Option 2: Store for 1.5 Years

If you don’t want to or can’t heat treat some of your belongings, another option is to store them until all the bed bugs that might be in them have died. As incredible as it sounds bed bugs can live up to 1.5 years (18 months) without feeding. You’ll want to store your untreated belongings for that long to ensure that any bugs that were in them are definitely dead. This can be a good option for things you want to keep but don’t need to access for a very long time, such as records, files, photos, books, etc.

If you are using this option, be sure to store your items in bed bug proof bags or containers. If there are bed bugs in your items, you don’t want them escaping and re-infesting your home. See more information in the Bed Bug Proof Storage Video

A Note on Cardboard: Avoid It
It’s very important to not store your belongings in cardboard.  The surface of cardboard is not slick so it’s easy for bed bugs to climb. As well, bed bugs particularly like hiding in the corrugation of cardboard which provides good harborages for them. We recommend disposing of all cardboard in your home.

Option 3: Disposal

As you go through your belongings, you will probably find things that you no longer want or need.  Now is a great time to get rid of the clutter in your home.  Think of it as a bed bug inspired spring cleaning.  When you find something that you want to get rid of, simply seal it in a plastic bag and then throw it away.  Make sure to seal it in a plastic bag before you throw it away because you don’t want to inadvertently spread bed bugs.
Many people automatically assume that they should throw out all infested objects, including mattresses and bedding. If at all possible we recommend heat treating instead as the cost of heat treating your items is often much lower than replacing everything that was infested. However there are some objects that may be best to throw out, and you’ll have to determine for yourself what you want to get rid of and what’s worth saving. We do recommend disposing of all of the cardboard in your home as bed bugs love to hide in the corrugation.

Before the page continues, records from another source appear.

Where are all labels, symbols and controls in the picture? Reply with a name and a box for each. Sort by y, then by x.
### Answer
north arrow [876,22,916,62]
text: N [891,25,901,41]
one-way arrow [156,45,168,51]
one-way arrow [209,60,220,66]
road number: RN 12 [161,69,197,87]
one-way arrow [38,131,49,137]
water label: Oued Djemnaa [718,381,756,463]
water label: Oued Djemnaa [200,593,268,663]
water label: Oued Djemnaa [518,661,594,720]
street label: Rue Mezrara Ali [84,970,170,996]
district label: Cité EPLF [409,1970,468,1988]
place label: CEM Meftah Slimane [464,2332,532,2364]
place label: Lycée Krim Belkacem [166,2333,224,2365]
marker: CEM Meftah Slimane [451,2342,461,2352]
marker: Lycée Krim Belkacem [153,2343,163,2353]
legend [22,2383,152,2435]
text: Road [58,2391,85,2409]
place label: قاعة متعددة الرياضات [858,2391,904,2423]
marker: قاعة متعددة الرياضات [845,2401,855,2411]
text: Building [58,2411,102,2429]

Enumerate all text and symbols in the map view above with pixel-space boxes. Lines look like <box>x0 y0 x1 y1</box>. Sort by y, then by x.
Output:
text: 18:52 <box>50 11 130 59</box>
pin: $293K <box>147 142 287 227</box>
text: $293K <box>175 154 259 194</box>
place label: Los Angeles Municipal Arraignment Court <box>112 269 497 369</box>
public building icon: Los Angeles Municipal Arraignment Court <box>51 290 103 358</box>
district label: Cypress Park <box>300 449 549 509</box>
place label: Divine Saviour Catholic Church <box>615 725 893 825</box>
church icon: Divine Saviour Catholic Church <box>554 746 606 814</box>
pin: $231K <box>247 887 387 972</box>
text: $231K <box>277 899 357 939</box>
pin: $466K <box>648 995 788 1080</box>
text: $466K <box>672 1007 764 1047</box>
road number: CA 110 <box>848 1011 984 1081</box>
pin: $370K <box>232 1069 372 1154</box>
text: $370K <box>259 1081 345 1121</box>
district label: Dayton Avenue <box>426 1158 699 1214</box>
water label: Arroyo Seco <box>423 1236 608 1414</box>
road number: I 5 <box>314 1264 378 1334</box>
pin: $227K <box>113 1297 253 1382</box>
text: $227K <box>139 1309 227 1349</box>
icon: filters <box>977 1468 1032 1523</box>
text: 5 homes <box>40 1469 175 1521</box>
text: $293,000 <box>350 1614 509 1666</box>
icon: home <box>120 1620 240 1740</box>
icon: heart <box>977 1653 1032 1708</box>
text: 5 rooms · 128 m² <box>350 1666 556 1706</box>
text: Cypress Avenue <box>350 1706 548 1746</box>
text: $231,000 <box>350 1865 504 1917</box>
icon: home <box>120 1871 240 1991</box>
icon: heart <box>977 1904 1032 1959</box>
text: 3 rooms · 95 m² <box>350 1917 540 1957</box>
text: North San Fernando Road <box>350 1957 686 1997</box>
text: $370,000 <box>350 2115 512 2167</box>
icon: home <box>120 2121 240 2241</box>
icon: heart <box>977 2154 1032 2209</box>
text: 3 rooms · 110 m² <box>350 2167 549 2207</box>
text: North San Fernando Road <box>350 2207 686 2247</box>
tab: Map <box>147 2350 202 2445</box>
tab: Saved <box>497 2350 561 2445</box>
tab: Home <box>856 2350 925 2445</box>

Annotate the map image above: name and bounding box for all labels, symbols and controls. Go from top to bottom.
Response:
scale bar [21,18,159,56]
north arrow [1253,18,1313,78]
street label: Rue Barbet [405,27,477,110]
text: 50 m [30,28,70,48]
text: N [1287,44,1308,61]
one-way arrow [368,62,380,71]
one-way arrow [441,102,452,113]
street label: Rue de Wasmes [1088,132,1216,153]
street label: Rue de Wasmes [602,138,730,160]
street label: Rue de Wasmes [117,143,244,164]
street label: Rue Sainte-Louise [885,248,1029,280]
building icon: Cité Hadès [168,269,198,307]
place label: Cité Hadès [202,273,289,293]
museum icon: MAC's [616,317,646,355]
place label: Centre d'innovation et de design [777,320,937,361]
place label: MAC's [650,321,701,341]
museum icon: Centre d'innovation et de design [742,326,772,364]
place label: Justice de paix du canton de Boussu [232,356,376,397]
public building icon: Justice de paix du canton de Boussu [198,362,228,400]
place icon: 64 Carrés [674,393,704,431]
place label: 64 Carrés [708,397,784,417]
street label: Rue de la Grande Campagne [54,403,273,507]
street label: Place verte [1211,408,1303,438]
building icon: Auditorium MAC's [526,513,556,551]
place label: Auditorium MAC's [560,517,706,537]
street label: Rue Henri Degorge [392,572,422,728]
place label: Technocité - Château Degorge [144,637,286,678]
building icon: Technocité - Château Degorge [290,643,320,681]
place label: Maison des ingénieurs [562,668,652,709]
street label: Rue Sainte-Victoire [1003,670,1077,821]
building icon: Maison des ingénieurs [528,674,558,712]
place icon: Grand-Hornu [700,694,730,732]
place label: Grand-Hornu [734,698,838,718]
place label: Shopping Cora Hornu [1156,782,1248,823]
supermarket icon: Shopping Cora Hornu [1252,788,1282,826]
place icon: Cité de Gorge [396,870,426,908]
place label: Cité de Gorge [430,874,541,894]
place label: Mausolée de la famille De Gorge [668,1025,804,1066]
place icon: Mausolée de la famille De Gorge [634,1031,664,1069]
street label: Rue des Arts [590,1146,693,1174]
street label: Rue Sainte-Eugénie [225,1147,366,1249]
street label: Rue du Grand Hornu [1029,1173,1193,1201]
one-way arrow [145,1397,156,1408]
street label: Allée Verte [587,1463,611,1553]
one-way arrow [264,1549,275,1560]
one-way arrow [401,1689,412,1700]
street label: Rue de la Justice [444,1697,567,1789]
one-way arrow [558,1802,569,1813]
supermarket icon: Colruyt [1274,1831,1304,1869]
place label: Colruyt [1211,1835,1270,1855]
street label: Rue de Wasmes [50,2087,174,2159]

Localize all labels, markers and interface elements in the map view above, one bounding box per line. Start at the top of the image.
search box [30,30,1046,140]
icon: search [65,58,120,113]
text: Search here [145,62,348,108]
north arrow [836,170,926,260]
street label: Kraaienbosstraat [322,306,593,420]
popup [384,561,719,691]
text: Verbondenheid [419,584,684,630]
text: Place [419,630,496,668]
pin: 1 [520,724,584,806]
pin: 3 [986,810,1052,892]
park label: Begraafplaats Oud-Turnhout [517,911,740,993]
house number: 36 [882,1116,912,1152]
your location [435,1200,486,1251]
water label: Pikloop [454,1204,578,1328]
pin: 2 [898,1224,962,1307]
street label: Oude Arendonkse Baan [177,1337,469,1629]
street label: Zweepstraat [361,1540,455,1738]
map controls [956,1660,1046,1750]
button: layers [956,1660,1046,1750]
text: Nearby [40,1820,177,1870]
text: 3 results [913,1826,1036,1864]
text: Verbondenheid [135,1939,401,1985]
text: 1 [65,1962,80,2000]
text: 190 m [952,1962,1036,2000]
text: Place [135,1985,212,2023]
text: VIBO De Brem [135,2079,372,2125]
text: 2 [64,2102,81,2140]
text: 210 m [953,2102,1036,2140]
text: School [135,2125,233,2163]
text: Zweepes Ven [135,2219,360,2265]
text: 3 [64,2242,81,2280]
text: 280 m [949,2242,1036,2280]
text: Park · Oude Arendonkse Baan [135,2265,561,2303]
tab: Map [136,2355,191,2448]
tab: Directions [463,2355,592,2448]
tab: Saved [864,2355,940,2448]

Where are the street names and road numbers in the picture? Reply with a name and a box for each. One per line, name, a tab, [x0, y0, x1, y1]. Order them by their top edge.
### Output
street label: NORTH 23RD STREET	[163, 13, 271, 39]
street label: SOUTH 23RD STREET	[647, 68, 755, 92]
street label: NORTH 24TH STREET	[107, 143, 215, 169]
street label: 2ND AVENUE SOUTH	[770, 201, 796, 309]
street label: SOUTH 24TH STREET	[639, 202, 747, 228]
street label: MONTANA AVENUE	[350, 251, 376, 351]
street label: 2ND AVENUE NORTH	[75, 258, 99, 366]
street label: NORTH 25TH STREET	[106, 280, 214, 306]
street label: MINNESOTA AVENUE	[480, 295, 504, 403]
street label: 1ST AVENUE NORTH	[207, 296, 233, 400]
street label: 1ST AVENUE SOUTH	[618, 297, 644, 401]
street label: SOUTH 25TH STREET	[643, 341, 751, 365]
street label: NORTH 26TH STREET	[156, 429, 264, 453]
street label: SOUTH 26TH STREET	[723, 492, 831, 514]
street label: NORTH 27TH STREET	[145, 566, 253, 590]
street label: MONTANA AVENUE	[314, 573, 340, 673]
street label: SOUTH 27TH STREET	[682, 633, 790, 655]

Disclaimer: Some of the procedures outlined in this guide may be dangerous and should be undertaken at the readers own risk. Readers should consult all material safety data sheets for any products they use in their own attempts at pest control and consult with the manufacturers of all products regarding best usage practices. This guide should be construed as theoretical advice. ZappBug and its employees will not be held responsible for any injury due to the advice offered herein. This guide cannot be construed as formal advice and ZappBug will not be held liable in any instance of an action resulting from this story. This disclaimer assigns the readers all responsibility for their own decisions.